There are worries about real wage growth being negative this summer, but once the year over year comparisons for inflation get tougher, inflation will come down. Plus, the commodity index has been weak recently; this will cause inflation to fall further.
Shelter inflation is the biggest reason overall inflation is so high. The weakness in the housing market has shifted it to become more of a buyers’ market than a sellers’ market.
One encouraging stat is 14% of listings in June saw a price cut which is more than the trough of 11.7% in late 2016. There doesn’t need to be huge softness for inflation to fall. It just needs to be modest along with rates not rising much. That second part could be challenge as rates have been rising along with growth. One other part of inflation is the tariffs.
If trade deals are struck, prices could come down in the areas tariffs have already been enacted in. If the trade skirmish becomes a trade war, inflation will increase in more industries.
Retail sales growth was strong in July and Walmart (WMT) had the best same store sales growth in over 10 years. This shows how great the economy is and opens up the possibility that Q3 growth will come close to matching Q2, especially if Q2 is revised slightly lower.
The three-month average of year over year retail sales growth is 6.3% which is a 76-month high as it is the best growth since March 2012. As you can see from the chart below, it’s not just Walmart that is doing well. The 12-month change in seasonally adjusted retail sales in food services and drinking places is slightly below 10% as it is almost at the quickest growth rate in this expansion.
Just as this expansion is nearing the longest ever, it is putting up great numbers, slapping down the idea that it is close to over. It is strong because there have been a couple slowdowns in this expansion which have extended it. To be clear, we haven’t eliminated recessions.
Don’t believe that just because this is about to be the longest period without a recession in the modern era. That’s just like how bears falsely believe we are in a new bubble economy which causes major crashes in stocks at the end of business cycles just because there were two sharp crashes at the end of the last two cycles.
Industrial production misses estimates
July industrial production was up 0.1% month over month which missed the consensus for 0.3% growth. The good news is the June reading was revised higher from 0.6% growth to 1% growth. Manufacturing growth was 0.3% month over month which met estimates but was below last month’s 0.8% growth.
As you can see from the chart below, total industrial production is at a record high. Compared to previous cycles, this growth has been very mediocre. It recently surpassed the peak in 2015 which was only slightly higher than the peak in 2007.
Manufacturing production excluding high tech is even worse as it barely expanded in the previous cycle and is still below the 2007 peak.
Production is at the cycle peak, but that doesn’t mean much. It’s interesting to see such low manufacturing production when the regional Fed indexes are all near or making record highs and there has been a sudden resurgence in manufacturing hiring.
The regional Fed reports are surveys with small sample sizes and even though manufacturing hiring is accelerating, it is way below the job total at the peak in the late 1970s and below the total in the last cycle.

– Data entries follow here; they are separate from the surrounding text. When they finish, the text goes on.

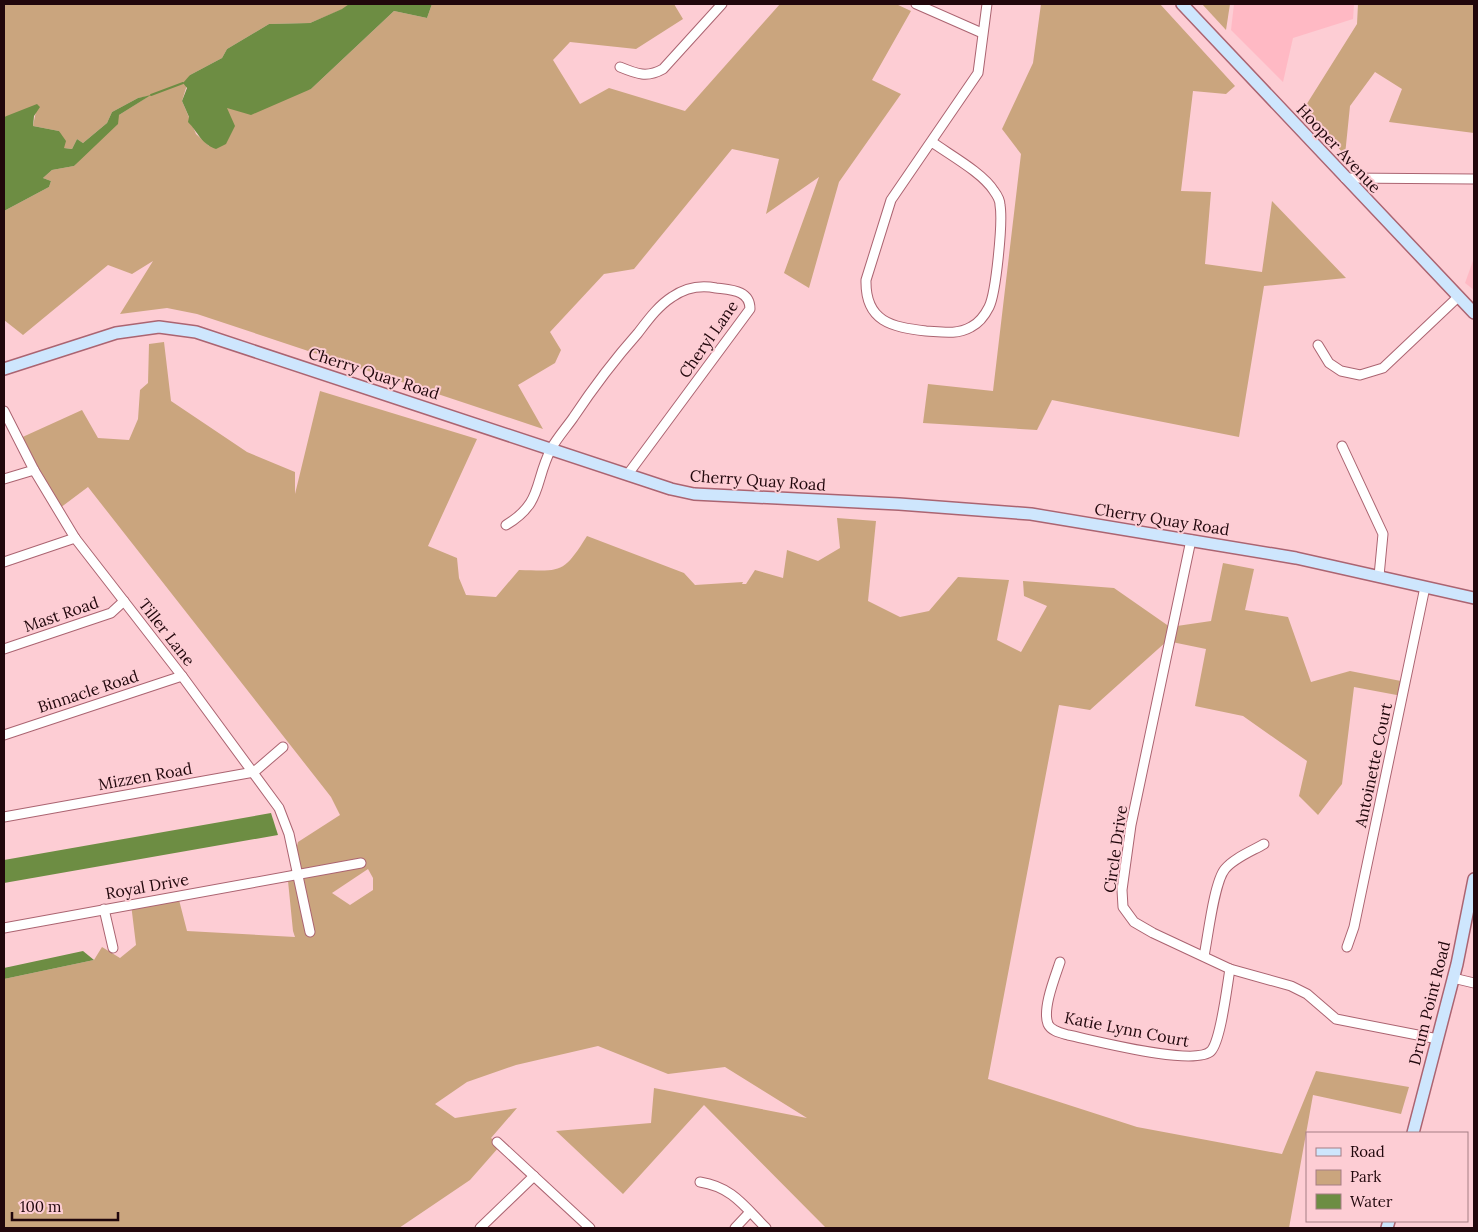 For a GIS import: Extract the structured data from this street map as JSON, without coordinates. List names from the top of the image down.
{
  "streets": {
    "street": [
      "Hooper Avenue",
      "Cheryl Lane",
      "Cherry Quay Road",
      "Mast Road",
      "Tiller Lane",
      "Binnacle Road",
      "Antoinette Court",
      "Mizzen Road",
      "Circle Drive",
      "Royal Drive",
      "Drum Point Road",
      "Katie Lynn Court"
    ]
  },
  "crossings": [
    ["Cheryl Lane", "Cherry Quay Road"],
    ["Cherry Quay Road", "Antoinette Court"],
    ["Cherry Quay Road", "Circle Drive"],
    ["Mast Road", "Tiller Lane"],
    ["Tiller Lane", "Binnacle Road"],
    ["Tiller Lane", "Mizzen Road"],
    ["Tiller Lane", "Royal Drive"],
    ["Circle Drive", "Drum Point Road"],
    ["Circle Drive", "Katie Lynn Court"]
  ],
  "legend": ["Road", "Park", "Water"],
  "scale_bar": "100 m"
}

Headline industrial production growth was brought down by a rare 0.3% decline in mining volumes. Mining was up 12.9% year over year. Energy is no longer a boon to the month over month numbers as prices have peaked for now.
Utilities also brought down production as they fell 0.5% which is the third straight contraction. You can say this report isn’t as bad as it looks just like it was as good as it looked a few months ago when utilities and mining were strong.
Utility production is reliant on the weather, so it doesn’t accurately reflect the underlying strength in the economy. The weak growth in July was also affected by the positive revision in June which made the month over month comparison tougher. June was revised higher mostly because mining growth was changed from showing 1.2% growth to 2.9% growth and utilities changed from a 1.5% decline to a 0.7% decline.
Manufacturing was helped by vehicle production which was up 0.9%. High tech was only up 0.1%. Production of business equipment was up 0.8% and production of consumer goods was flat. Construction supplies were down 0.1% which won’t help shortages in these goods.
As you can see from the chart below, capacity to utilization was unchanged at 78.1%. It was 0.1% below the consensus and June’s number was revised 0.1% higher.
The capacity to utilization is 0.2% below April’s 38 month high, but that number wasn’t high by historical standards. It’s not even the cycle high. There is still room to increase to the levels seen at the peak in the last expansion despite the fact that the regional Fed reports signal there is no excess capacity and deliveries are being delayed by supply constraints.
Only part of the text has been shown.